Tariff Passthrough at the Border and at the Store: Evidence from US Trade Policy
We use micro data collected at the border and at retailers to characterize the effects of recent changes in US trade policy -- particularly the tariffs placed on imports from China -- on importers, consumers, and exporters. We start by documenting that the tariffs were almost fully passed through to total prices paid by importers, suggesting that incidence has fallen largely on the United States. Since we estimate the response of prices to exchange rates to be far more muted, the recent depreciation of China’s renminbi is unlikely to alter this conclusion. Next, using product-level data from several large retailers, we demonstrate that the tariffs’ impact on retail prices is more mixed. Some affected product categories have seen sharp price increases, but the difference between affected and unaffected products is generally quite modest, suggesting that retail margins have fallen. These retailers' imports increased after the initial announcement of possible tariffs, but before their full implementation, so the intermediate passthrough of tariffs to their prices may not persist. Finally, in contrast to the case of foreign exporters facing US tariffs, we show that US exporters lowered their prices on goods subjected to foreign retaliatory tariffs compared to exports of non-targeted goods.

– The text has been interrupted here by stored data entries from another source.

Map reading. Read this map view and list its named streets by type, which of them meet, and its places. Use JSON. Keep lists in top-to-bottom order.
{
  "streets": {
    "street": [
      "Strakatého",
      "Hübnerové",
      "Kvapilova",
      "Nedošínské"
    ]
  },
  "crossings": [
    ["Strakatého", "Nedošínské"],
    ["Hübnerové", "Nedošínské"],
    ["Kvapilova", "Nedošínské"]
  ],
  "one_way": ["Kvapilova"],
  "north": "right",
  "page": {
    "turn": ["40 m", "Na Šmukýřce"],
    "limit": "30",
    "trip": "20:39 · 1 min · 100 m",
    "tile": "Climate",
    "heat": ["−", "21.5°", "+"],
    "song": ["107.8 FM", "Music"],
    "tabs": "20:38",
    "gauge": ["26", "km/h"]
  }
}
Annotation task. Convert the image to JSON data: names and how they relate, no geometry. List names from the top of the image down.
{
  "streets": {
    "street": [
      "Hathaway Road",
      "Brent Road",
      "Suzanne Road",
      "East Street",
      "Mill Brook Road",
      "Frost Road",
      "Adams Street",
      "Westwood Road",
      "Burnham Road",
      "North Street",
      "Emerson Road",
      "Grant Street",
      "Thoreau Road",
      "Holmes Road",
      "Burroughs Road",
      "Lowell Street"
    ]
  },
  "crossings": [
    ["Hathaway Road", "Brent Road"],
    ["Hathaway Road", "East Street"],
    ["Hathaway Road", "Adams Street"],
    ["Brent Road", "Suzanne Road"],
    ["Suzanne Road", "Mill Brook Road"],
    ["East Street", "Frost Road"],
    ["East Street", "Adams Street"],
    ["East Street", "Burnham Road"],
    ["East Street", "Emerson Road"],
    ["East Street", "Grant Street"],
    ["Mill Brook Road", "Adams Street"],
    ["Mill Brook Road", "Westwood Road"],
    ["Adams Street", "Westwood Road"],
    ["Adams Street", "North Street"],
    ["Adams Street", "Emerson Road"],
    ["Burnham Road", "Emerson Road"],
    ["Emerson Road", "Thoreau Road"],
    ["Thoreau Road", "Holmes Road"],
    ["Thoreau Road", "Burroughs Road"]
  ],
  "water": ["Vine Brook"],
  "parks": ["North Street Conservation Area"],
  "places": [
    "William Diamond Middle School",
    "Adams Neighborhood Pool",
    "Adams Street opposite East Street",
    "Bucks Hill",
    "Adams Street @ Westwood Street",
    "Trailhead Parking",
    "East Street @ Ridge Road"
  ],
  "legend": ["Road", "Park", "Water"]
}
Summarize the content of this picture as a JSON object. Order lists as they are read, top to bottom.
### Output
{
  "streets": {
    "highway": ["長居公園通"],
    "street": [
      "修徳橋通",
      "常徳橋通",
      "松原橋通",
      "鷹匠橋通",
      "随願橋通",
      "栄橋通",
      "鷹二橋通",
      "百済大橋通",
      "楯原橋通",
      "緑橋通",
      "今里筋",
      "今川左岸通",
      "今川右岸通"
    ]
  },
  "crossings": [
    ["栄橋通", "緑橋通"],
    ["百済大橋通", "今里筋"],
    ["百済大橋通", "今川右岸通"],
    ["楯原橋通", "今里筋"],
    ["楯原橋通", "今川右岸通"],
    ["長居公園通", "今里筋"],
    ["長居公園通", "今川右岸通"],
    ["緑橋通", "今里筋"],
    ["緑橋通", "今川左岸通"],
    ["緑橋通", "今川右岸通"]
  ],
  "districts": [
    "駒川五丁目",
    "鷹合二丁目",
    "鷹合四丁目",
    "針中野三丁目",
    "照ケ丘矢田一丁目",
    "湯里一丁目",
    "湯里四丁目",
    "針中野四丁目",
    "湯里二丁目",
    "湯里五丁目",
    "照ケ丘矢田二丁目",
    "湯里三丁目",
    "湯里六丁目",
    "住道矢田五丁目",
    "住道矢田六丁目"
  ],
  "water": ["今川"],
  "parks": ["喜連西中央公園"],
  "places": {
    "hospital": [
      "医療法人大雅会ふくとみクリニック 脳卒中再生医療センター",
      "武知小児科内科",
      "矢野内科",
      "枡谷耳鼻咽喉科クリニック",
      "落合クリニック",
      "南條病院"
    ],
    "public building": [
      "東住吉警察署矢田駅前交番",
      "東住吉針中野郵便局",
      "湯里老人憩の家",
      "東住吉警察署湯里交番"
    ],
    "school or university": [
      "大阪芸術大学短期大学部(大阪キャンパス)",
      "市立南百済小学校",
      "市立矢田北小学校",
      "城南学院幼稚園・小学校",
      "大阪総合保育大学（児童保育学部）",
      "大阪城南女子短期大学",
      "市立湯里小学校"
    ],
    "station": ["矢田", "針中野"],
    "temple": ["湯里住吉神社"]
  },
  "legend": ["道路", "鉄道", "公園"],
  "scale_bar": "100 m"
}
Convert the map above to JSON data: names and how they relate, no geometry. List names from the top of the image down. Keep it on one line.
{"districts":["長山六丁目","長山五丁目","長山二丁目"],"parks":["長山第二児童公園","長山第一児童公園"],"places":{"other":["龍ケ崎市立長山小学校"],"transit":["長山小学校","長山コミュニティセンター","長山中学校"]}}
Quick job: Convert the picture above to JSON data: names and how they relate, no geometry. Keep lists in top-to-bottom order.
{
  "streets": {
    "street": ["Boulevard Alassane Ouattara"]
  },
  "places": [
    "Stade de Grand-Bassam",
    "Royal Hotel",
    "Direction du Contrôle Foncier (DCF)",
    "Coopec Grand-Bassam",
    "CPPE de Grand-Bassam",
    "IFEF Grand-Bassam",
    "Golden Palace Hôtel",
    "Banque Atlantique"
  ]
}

This research was conducted with restricted access to Bureau of Labor Statistics (BLS) data. The views expressed herein are those of the authors and do not necessarily reflect the views of the BLS, the Federal Reserve Bank of Boston, the Federal Reserve System, or those of the IMF, its Executive Board, or Management. We are grateful to Rozi Ulics for her substantial efforts as BLS project coordinator, to Florencia Hnilo, Keith Barnatchez, Menglu Xu, and Augusto Ospital for excellent research assistance, and to Chad Bown and Mitali Das for helpful comments and suggestions. Alberto Cavallo is a shareholder of PriceStats LLC, a private company that provided proprietary data used in this paper without any requirements to review the findings prior to their release. Gopinath acknowledges that this material is based upon work supported by the NSF under Grant Number #1628874. The views expressed herein are those of the authors and do not necessarily reflect the views of the National Bureau of Economic Research.